You wouldn’t want to go bluesy or reggae. Those occupy another sphere. I can think of My Bloody Valentine, i can think of Bjork, I can think of Boris. To me, it almost encompasses everything but these very specific genres of punk rock or blues. Even Led Zeppelin pushes on those things a little bit. But then we get into this hairy indefinable vague bullshit notion of all of us trying to say “what is psychedelic music.”
All that can sort of correspond to your state of mind. That’s what music does. It’s like the cereal aisle of your grocery store now. There’s a lot there. You can get five different kind of Rice Krispies. There’s a lot to pick from. To have it categorized for you is good. Because if you don’t put it in some category, it’s like “whaaaat the fuck is this?” There’s so much, not just new music, but music that’s been made over the past 60 years.
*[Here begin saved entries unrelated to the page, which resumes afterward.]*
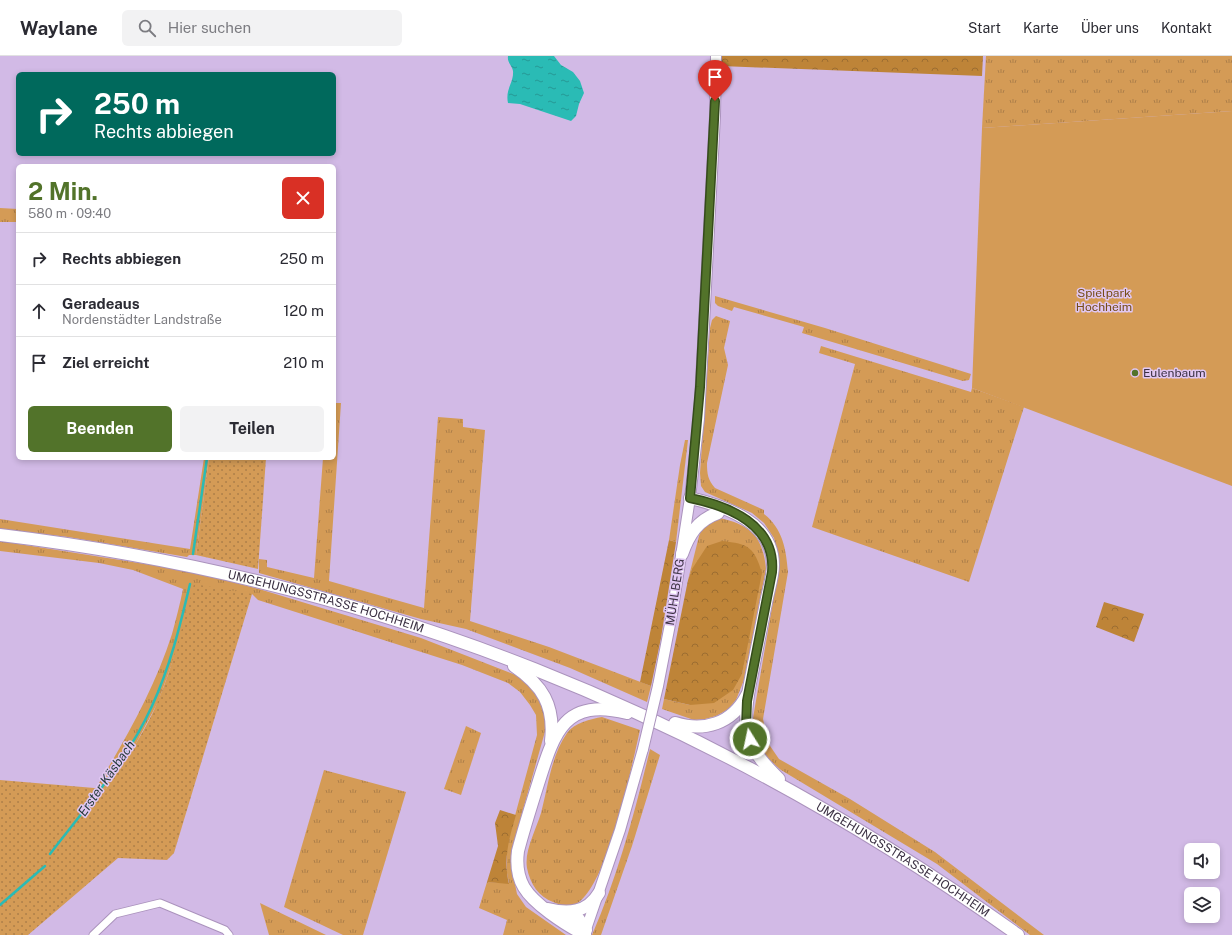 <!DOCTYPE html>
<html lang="de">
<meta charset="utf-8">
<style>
:root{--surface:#fff;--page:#f2f2f3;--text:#2b2b33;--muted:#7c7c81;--line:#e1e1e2;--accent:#52732a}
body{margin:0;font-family:"Public Sans",sans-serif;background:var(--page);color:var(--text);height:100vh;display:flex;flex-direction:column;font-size:15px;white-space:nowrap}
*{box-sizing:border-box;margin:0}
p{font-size:13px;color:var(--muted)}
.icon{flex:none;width:22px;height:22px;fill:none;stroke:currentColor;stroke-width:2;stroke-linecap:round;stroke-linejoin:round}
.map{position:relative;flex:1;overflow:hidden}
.side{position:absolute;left:16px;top:108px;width:320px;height:296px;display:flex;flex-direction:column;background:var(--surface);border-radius:6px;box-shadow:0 2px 6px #0003}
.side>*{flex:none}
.guide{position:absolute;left:16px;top:16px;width:320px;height:84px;border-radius:6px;box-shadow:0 2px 6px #0003;background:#00695c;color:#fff;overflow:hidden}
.controls{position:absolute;left:1184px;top:787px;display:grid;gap:8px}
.controls a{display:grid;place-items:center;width:36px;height:36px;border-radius:6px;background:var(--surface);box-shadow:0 2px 6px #0003;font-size:20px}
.pin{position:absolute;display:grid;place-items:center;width:34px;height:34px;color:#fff;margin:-41px -17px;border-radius:50% 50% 50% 0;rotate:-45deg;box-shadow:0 0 4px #0007}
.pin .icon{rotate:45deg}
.me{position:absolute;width:44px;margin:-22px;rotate:350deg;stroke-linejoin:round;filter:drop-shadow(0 0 3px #0008)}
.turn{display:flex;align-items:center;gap:14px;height:84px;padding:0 12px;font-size:18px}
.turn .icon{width:52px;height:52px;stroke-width:2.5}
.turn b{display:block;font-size:28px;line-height:34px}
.round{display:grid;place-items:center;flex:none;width:42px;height:42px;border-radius:6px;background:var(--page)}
.summary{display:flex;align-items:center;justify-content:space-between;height:68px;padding:0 12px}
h1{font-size:24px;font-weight:700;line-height:30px;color:var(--accent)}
.cta{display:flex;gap:8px;margin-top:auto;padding:8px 12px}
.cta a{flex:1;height:46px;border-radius:6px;background:var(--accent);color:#fff;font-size:16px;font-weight:700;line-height:46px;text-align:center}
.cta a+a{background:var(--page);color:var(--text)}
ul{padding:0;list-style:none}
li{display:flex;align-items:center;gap:12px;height:52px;padding:0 12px;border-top:1px solid var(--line)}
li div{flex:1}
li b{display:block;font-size:15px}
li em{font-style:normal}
header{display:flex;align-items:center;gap:24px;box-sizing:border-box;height:56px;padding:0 20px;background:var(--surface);border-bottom:1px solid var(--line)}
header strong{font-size:19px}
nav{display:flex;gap:22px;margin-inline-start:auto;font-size:14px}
.search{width:280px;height:36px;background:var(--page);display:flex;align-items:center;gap:10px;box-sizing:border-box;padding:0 14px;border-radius:6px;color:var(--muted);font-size:15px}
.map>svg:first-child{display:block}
</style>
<header>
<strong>Waylane</strong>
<div class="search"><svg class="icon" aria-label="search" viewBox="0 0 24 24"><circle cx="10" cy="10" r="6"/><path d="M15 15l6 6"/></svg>Hier suchen</div>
<nav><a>Start</a><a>Karte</a><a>Über uns</a><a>Kontakt</a></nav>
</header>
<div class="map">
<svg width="1232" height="879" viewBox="0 0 1232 879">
<defs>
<pattern id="grass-tufts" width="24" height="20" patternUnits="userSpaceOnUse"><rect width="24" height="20" fill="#d49b56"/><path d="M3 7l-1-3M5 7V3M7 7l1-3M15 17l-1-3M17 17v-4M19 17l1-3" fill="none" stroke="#ad7f49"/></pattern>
<pattern id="forest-crowns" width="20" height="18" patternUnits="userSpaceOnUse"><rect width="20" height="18" fill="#be8438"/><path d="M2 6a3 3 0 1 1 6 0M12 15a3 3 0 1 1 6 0" fill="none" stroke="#9c6d31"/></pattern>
<pattern id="garden-dots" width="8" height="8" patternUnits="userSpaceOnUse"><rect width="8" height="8" fill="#d49b56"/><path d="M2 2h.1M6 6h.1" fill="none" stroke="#ad7f49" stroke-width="1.8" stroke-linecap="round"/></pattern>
<pattern id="water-ripples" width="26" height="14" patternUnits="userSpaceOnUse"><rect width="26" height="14" fill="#2abbb5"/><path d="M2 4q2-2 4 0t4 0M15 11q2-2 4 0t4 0" fill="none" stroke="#259995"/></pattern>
</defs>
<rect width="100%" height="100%" fill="#d2bae6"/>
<g fill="url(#grass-tufts)">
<polygon points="986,0 1232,0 1232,55 982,72"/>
<polygon points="0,152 18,153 18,166 0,166"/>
<polygon points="715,240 825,272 971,318 969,324 963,325 802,277 804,271 734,251 732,255 718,250 715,247"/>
<path d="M716,260l14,5 -6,27 4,17 -21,98c0,11 1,17 8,25l49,22v4c19,15 22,35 24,58l-25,147 5,24 11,16 71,40 85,53 109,83h-14l-93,-71 -156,-94c-19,-16 -25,-26 -28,-52l24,-140v-27l-3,-13 -10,-15 -12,-10 -47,-21 -4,-6 -1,-13 10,-145 2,-8z"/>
<polygon points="821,290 971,336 972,332 1024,351 969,526 812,471 855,308 819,297"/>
<polygon points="334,347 341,347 329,525 424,552 438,361 463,363 463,371 485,374 470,565 549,591 651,630 647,646 570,612 466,573 421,563 259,517 259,503 267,504 267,511 314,522 323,402 334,402"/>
<polygon points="685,384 688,384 676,486 669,484 680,409"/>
<polygon points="204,402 209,402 196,499 189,499 187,501 68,481 0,473 0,463 190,493"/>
<path d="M720,462c31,7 43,19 46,51l-22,111 -8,20 -9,10 -11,6 -11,3 -11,1 -32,-11 2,-10 26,6 52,-31 3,-19 -53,-86 -4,11 11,-44 5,-12z"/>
<path d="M0,485l196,31 63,17 162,49 100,39 19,20 4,14 2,17 -34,121 -1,15 6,30 9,13 40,28h-63l4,-15 -28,-12 8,-26 22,1 -2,-10v-28l30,-110 -1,-20 -6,-10 -10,-13 -12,-9 -46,-18 -204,-65 -6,-6 -75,55 -19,53 -24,45 -28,42 -10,-1c29,-48 59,-100 76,-154 4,-15 8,-30 11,-45l-50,-19 -34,-7 -99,-12z"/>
<path d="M602,661l38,13c-9,39 -31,149 -61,172 -8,6 -17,4 -26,0 -14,-5 -23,-18 -26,-34 -3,-17 9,-38 14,-55 7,-26 10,-57 26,-80 7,-10 24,-14 35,-16z"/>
<polygon points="466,670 481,677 461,739 444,733"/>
<path d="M650,693l10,6 -28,91 -31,89h-9c26,-60 43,-123 58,-186z"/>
<polygon points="324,714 406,736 363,879 343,879 284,851"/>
<polygon points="260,847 326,879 269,879"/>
</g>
<g fill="url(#forest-crowns)">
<polygon points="721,0 983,0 982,20 721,10"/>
<polygon points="669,484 676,486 661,582 651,630 640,626"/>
<path d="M722,485c27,3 32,6 40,32l-20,101 -9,16 -19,13 -24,2 -26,-6 24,-119 4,-11 15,-23z"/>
<polygon points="1104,546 1144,558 1134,586 1096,571"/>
<path d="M500,754l16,5c-7,24 -13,43 -7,69l-22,-2 11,-36 -3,-23z"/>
</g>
<polygon fill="#d49b56" points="1232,55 1232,430 972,332 982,72"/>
<g fill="url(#garden-dots)">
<polygon points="209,402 266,402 258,513 196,499"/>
<path d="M194,528l58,10 -78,259 -7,7 -49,-2 -90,77h-28v-155l106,9c19,-28 39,-57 52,-88 16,-38 25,-78 36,-117z"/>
</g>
<path fill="url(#water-ripples)" d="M508,0h46l7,9 12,7 7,9 4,12 -5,11 -3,12 -5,5 -51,-17 -12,-1c-3,-14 6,-20 5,-32 -1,-6 -6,-8 -5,-15z"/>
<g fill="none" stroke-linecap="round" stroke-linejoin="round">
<g stroke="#2abbb5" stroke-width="2.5">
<polyline points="193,498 207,402"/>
<path d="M50,798c36,-47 77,-93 102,-148 18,-39 28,-80 38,-122"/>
<polyline points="0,849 45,810"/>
</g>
<defs>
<polyline id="street" points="93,879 115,858 160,847 225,874 229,879"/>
<g id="secondary">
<polyline points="658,630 672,558 690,442 699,363 715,60 716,0"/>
<polyline points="584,879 620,774 643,693"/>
</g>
<g id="primary">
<path d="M690,442c35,8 83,24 83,67 0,12 -5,26 -7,38 -5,25 -10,50 -15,75 -4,20 -8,42 -1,62 6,16 17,27 29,39"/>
<path id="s1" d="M0,479c376,45 711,180 1018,400"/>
<path d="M682,498c7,-20 16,-34 36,-41"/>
<path d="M514,610c28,19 41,39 37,75"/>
<path d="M675,667c29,9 57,1 72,-28"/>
<path d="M548,853c20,5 39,4 51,-16"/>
<polyline points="564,857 578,862 586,874"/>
<path d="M585,878c-13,-5 -24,-13 -35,-21 -23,-17 -36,-31 -32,-62 6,-23 13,-45 20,-67 16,-51 26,-87 89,-71"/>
</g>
</defs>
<use href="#street" stroke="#ab93bd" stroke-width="9"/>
<use href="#secondary" stroke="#ab93bd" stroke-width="12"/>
<use href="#primary" stroke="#ab93bd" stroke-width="14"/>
<use href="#street" stroke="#fff" stroke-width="7"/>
<use href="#secondary" stroke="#fff" stroke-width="10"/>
<use href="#primary" stroke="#fff" stroke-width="12"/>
<defs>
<polyline id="secondary-bridge" points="643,693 658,630"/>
</defs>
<use href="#secondary-bridge" stroke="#ab93bd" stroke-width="12" stroke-linecap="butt"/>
<use href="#secondary-bridge" stroke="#fff" stroke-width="10"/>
</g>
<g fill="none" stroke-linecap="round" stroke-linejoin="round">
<defs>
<path id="route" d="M715,45l-15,286 -10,111c39,8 86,27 82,74l-25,129 -1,26 4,12"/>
</defs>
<use href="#route" stroke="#354b1b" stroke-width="10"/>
<use href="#route" stroke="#52732a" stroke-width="7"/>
</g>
<circle fill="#52732a" stroke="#e0c7f3" stroke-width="1.5" cx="1135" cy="317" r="4"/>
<g text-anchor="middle" stroke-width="3" stroke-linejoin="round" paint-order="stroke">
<g font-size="12" fill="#764d16" stroke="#e0c7f3">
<text x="1104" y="241">Spielpark<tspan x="1104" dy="14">Hochheim</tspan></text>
</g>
<g font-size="12" fill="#3c3244" stroke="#e0c7f3" text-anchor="start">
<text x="1143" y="321">Eulenbaum</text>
</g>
<g font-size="12" fill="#3c3244" stroke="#e0c7f3">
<text transform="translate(675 536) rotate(-81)" y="4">MÜHLBERG</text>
<text dy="4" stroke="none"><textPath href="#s1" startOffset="333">UMGEHUNGSSTRASSE HOCHHEIM</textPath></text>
<text dy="4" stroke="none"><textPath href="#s1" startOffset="968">UMGEHUNGSSTRASSE HOCHHEIM</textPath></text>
</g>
<g font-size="13" font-style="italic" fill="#1f3634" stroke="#e0c7f3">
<text transform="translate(106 722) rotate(-55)" y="5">Erster Käsbach</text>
</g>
</g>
</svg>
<div class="controls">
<a><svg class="icon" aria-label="sound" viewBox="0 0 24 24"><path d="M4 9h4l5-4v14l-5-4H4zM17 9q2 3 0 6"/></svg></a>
<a><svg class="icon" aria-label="layers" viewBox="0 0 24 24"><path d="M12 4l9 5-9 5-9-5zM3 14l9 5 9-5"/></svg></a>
</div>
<div class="pin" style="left:715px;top:45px;background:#d93025"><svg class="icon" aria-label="arrive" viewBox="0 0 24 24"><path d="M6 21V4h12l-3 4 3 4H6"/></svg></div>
<svg class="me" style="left:750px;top:683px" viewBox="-20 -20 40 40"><circle r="17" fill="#52732a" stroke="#fff" stroke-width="3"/><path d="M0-11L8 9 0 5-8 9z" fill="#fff"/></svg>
<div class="guide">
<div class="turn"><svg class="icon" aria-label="right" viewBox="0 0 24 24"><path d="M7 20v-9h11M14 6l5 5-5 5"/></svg><div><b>250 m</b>Rechts abbiegen</div></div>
</div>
<section class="side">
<div class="summary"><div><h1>2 Min.</h1><p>580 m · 09:40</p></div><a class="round" style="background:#d93025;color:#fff"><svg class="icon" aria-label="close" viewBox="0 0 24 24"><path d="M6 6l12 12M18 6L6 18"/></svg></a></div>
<ul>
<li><svg class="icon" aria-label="right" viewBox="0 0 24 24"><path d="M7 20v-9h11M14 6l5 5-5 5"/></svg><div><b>Rechts abbiegen</b></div><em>250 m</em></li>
<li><svg class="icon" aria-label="ahead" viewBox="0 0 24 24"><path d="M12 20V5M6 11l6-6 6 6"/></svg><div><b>Geradeaus</b><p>Nordenstädter Landstraße</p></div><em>120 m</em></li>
<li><svg class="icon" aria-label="arrive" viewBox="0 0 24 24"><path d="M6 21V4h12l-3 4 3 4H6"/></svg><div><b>Ziel erreicht</b></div><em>210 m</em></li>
</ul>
<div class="cta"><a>Beenden</a><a>Teilen</a></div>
</section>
</div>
I think you do a service by narrowing it down—his is not John Mayer, this is something else.
How is that people are still discovering “new” psychedelic releases from the ‘60s and ‘70s?
I think little by little you’d discover that no matter what niche you were interested in, you’d go, “Oh my god, there’s this endless girth of this stuff.” Once you become interested in it, it opens up this endless world. I wouldn’t say that it’s all endlessly compelling. It is personality driven and it is circumstance driven—like Can. they’re from some exotic time where their synthesizers were hard to find and what they did when they did, as if a group today was like, “hey, we’re like Can.” it doesn’t appeal to me as much as can does in 1972.
It comes down to the value you put on your subjective experience. I’ve been in the audience in the jamband world where what the group is playing isn’t as important as this communal idea of everybody being together, having an experience, and the fact that music doesn’t say “hey, pay attention to what we’re doing up here,” because it frees the audience up to pay attention to each other, which is actually a wonderful thing. Because the audience is saying, “Hey, this music is the sound of us having our experiences together,” whether they’re drugs or sex or friendships or adventures. The music you listen to driving down the road is just the sound of your friendship having some scenery around it. That’s really probably more powerful than watching a performance, because it’s your own life that you’re enriching. It’s another version of yourself.
I think a lot of jambands are saying “your life is happening right now, we’re playing to it, you’re happening, we’re just up here jamming away” and I think they know there’s a difference between that sort of communication. and I would say that that more power to them, and I’d also say that we play festivals where the band before us is a jamband and the audience loves it and we go out and play this obliterating set we do that’s about smoke and lights and gadgets and singalongs that is about the audience and the group at the same time. I think the audience nowadays is open to a great variety of experiences that work in both ways.
I didn’t used to think that. I don’t want the whole world to be a musician. I think musicians are drawn to different things than people who are just enjoying music. People should have their own experiences. It doesn’t all have to be life-changing-coolest-band-ever. It could be “my friends and I had the best time of our lives.” To me, hey, that’s good enough.